Денис рассуждал так, не зная Броуди. Он часто вспоминал то, что говорила о нем Мэри, но полагал, что ее слова, может быть, окрашены детским страхом перед отцом или она, благодаря своей впечатлительности, преувеличивает отрицательные свойства его характера. Теперь же он вполне понимал, почему Мэри так боится отца, находил, что характеристика, данная ею, наоборот, еще слишком снисходительна. Всего несколько минут тому назад он видел Броуди в состоянии такой необузданной злости, что начинал бояться за судьбу Мэри. Он не переставал клясть себя за свое неосторожное вмешательство.

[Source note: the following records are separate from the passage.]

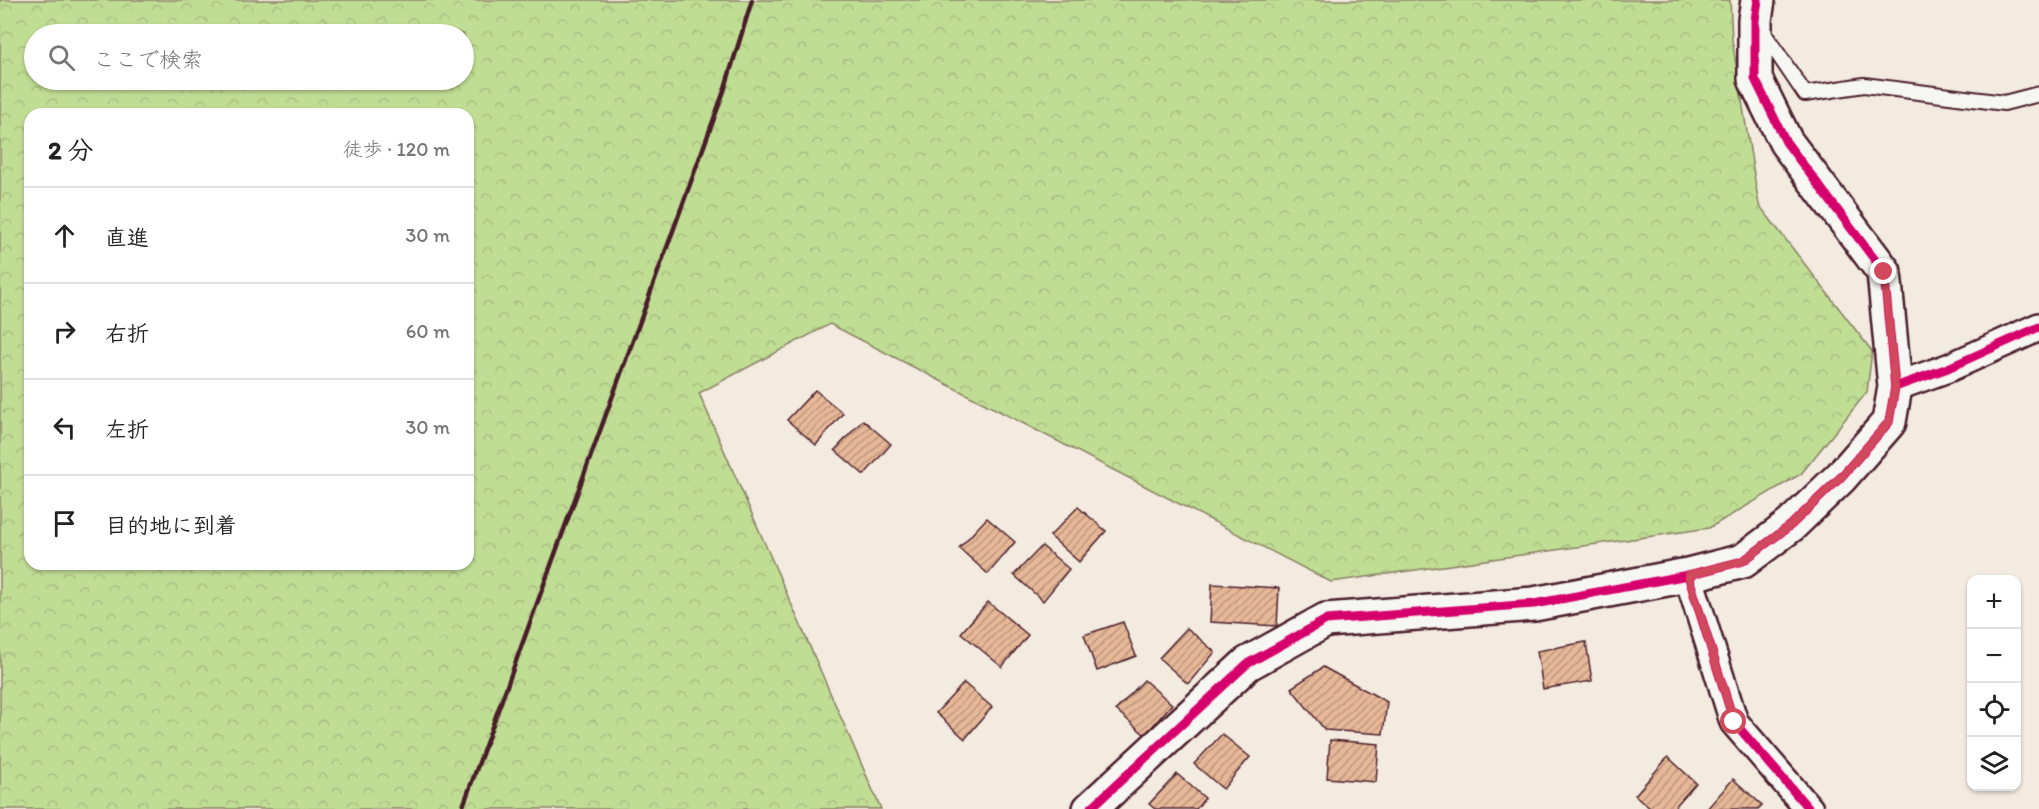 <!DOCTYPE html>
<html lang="ja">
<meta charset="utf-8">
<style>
:root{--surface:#fff;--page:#f6f6f6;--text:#222;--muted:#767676;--line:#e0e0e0}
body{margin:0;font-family:Itim,"Klee One",sans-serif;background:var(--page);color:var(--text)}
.controls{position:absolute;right:18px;bottom:18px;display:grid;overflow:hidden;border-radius:12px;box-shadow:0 2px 4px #0004}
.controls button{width:54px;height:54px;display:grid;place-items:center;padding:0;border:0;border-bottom:2px solid var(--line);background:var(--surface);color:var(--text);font:30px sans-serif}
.stop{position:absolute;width:18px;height:18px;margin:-14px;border:4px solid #d1495b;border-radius:50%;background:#fff}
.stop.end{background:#d1495b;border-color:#fff;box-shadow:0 2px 6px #0008}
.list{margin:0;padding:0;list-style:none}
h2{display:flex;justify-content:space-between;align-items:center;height:78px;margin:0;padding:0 24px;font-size:26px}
h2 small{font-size:20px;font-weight:400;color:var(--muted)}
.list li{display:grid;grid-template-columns:39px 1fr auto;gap:18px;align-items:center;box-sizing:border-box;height:96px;padding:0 24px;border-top:2px solid var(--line)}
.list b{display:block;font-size:22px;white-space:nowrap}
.list em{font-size:20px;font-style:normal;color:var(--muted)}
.icon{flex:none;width:33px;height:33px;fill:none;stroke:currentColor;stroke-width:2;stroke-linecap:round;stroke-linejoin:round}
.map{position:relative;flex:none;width:2039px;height:809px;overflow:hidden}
.search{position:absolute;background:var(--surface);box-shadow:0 2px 4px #0004;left:24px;top:24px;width:450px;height:66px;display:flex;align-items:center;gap:15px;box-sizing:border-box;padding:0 21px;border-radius:33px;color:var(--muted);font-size:22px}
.panel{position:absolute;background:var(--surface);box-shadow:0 2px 4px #0004;left:24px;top:108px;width:450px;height:462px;border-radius:18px}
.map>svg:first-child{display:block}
</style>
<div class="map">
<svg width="2039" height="809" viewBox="0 0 2039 809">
<defs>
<pattern id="forest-crowns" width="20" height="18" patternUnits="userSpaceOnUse" patternTransform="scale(1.5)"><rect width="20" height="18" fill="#c0dd94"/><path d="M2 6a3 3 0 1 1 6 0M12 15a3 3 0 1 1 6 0" fill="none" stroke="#a6bd80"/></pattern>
<pattern id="building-hatch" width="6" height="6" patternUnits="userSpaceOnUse" patternTransform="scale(1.5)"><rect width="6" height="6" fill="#e7b898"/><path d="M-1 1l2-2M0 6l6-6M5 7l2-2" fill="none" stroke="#bd957c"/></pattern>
</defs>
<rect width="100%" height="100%" fill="#f3eae0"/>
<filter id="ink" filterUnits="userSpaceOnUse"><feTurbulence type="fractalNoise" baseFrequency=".0167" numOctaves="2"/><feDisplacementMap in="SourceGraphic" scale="12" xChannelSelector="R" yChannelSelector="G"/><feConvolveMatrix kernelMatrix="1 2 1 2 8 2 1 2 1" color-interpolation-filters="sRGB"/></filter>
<g filter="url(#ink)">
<path fill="url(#forest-crowns)" stroke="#857e60" stroke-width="1.5" fill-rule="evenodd" d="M0 0H1730L1732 40 1759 205 1872 351 1867 392 1801 474 1709 528 1331 582 830 324 699 393 881 809H0ZM34 34H464V80H34ZM30 114H468V564H30Z"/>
<g fill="url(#building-hatch)" stroke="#4a1f2b" stroke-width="1.5">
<path d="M815 390 843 413 816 445 787 420Z"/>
<path d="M863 420 891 444 864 475 835 450Z"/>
<path d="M1078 507 1106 531 1079 562 1050 536Z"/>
<path d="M987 518 1015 542 988 574 959 548Z"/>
<path d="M1042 546 1069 569 1043 601 1014 575Z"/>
<path d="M1212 584 1279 588 1277 626 1210 622Z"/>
<path d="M988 602 1028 635 1002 667 961 633Z"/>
<path d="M1123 622 1136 656 1097 671 1084 635Z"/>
<path d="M1187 628 1215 652 1188 684 1159 658Z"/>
<path d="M1586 642 1592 681 1543 689 1537 651Z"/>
<path d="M1323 667 1387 702 1383 734 1325 730 1291 688Z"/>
<path d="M1144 680 1172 704 1145 735 1116 710Z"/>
<path d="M964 683 992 707 965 739 936 713Z"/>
<path d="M1222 734 1250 757 1223 789 1194 764Z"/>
<path d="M1330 740 1379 744 1376 782 1327 778Z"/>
<path d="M1668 757 1696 783 1673 809H1651L1635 795Z"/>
<path d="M1177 774 1205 798 1196 809H1155L1149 804Z"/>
<path d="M1733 779 1762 805 1758 809H1707Z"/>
</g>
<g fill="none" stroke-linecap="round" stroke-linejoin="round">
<g stroke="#4a1f2b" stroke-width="18">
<path id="service" d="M1761 29 1805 94 1864 85 2004 103 2039 94"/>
</g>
<g stroke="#4a1f2b" stroke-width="32">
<g id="minor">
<path d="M1895 387 1948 368 2039 327"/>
<path d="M1688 575 1734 722 1809 809"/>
</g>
</g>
<g stroke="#4a1f2b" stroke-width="38">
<path id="secondary" d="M1090 809 1247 664 1326 620 1534 604 1688 575 1743 561 1791 525 1841 477 1889 422 1895 387 1884 272 1786 142 1755 79V20L1758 0"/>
</g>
<use href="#service" stroke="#f6f6f2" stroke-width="14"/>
<use href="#minor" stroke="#f6f6f2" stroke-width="27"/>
<use href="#secondary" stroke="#f6f6f2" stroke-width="33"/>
<path stroke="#4a1f2b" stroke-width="4.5" d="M462 809 724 91 752 0"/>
<g stroke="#f6f6f2" stroke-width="13">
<g id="cycleway">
<path d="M1895 387 1948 368 2039 327"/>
<path d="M1688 575 1734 722 1809 809"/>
<path d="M1090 809 1247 664 1326 620 1534 604 1688 575 1743 561 1791 525 1841 477 1889 422 1895 387 1884 272 1786 142 1755 79V20L1758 0"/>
</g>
</g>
<use href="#cycleway" stroke="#d6006c" stroke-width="9"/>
</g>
</g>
<g fill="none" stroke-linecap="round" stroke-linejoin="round" filter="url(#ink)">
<path stroke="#d1495b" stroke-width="8" d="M1734 722 1688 575 1743 561 1791 525 1841 477 1889 422 1895 387 1884 272"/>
</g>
</svg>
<div class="controls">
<button>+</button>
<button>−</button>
<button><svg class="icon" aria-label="locate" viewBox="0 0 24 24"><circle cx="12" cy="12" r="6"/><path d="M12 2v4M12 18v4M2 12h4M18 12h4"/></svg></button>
<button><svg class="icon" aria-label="layers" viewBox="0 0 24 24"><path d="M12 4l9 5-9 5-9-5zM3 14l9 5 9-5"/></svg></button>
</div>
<div class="stop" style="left:1734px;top:722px"></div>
<div class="stop end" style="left:1884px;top:272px"></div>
<div class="search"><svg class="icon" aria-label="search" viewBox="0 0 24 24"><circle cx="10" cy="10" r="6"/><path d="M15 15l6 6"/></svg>ここで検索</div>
<section class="panel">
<h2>2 分<small>徒歩 · 120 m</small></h2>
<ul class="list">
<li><svg class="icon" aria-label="ahead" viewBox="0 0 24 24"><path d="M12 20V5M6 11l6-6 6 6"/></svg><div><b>直進</b></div><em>30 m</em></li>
<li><svg class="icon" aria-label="right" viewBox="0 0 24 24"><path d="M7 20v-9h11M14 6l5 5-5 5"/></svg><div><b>右折</b></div><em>60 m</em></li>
<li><svg class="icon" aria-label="left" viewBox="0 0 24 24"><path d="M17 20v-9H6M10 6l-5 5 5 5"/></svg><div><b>左折</b></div><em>30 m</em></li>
<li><svg class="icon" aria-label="arrive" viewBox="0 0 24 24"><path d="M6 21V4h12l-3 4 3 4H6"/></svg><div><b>目的地に到着</b></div></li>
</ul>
</section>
</div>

Он был в полной растерянности, не зная, что ему теперь делать; проходя мимо писчебумажного магазина на Хай-стрит, подумал, что надо написать Мэри и назначить ей свидание на следующий день. Он вошел в лавку и купил листок почтовой бумаги и конверт. Несмотря на мучившую его тревогу, он сохранил свое умение пленять людей и до тех пор любезничал со старой дамой, стоявшей за прилавком, пока она не продала ему и марку и не дала перо и чернильницу. Она сделала это охотно, матерински улыбаясь ему, и, пока он писал короткую записку Мэри, она уголком глаза внимательно наблюдала за ним. Окончив, Денис любезно поблагодарил ее и, выйдя на улицу, хотел уже было опустить письмо в почтовый ящик, но его вдруг остановила одна мысль, и он, как ужаленный, отдернул руку с письмом. Медленно отвернувшись от ящика, он постоял минутку на тротуаре и, видимо обдумав что-то, разорвал письмо на мелкие клочки и бросил в сточную канаву. Он вдруг сообразил, что если это письмо случайно будет перехвачено отцом Мэри, то Броуди сразу же поймет, что обманут, что они с Мэри все время тайно встречались. Денис говорил себе, что он сегодня уже совершил одну большую ошибку и надо быть осмотрительным, не допустить второй.
Застегнув доверху пиджак, засунув руки в карманы, вызывающе вздернув подбородок, он торопливо зашагал дальше. Он решил обследовать местность вокруг дома Броуди.
Незнакомый с этой частью города, он немного заплутался в предместье, но, благодаря своему умению ориентироваться, все же в конце концов, покружив, добрался до дома, где жила Мэри. Он никогда раньше не видел этого дома и теперь, увидев, был поражен. Этот дом казался ему более подходящим для тюрьмы, чем для жилья, и столь же неподходящим жилищем для кроткой и милой Мэри, как темный глухой склеп – для голубки. Приземистые серые стены, казалось, сжимали ее неразрывным объятием, крутые валы напоминали о ее порабощении, глубокие амбразуры окон кричали о том, что она насильственно заточена здесь.
Осматривая издали дом, Денис бормотал про себя: «Я буду счастлив увезти ее отсюда, а она – рада вырваться. Этот человек ненормальный: у него голова не в порядке. И дом чем-то похож на него!»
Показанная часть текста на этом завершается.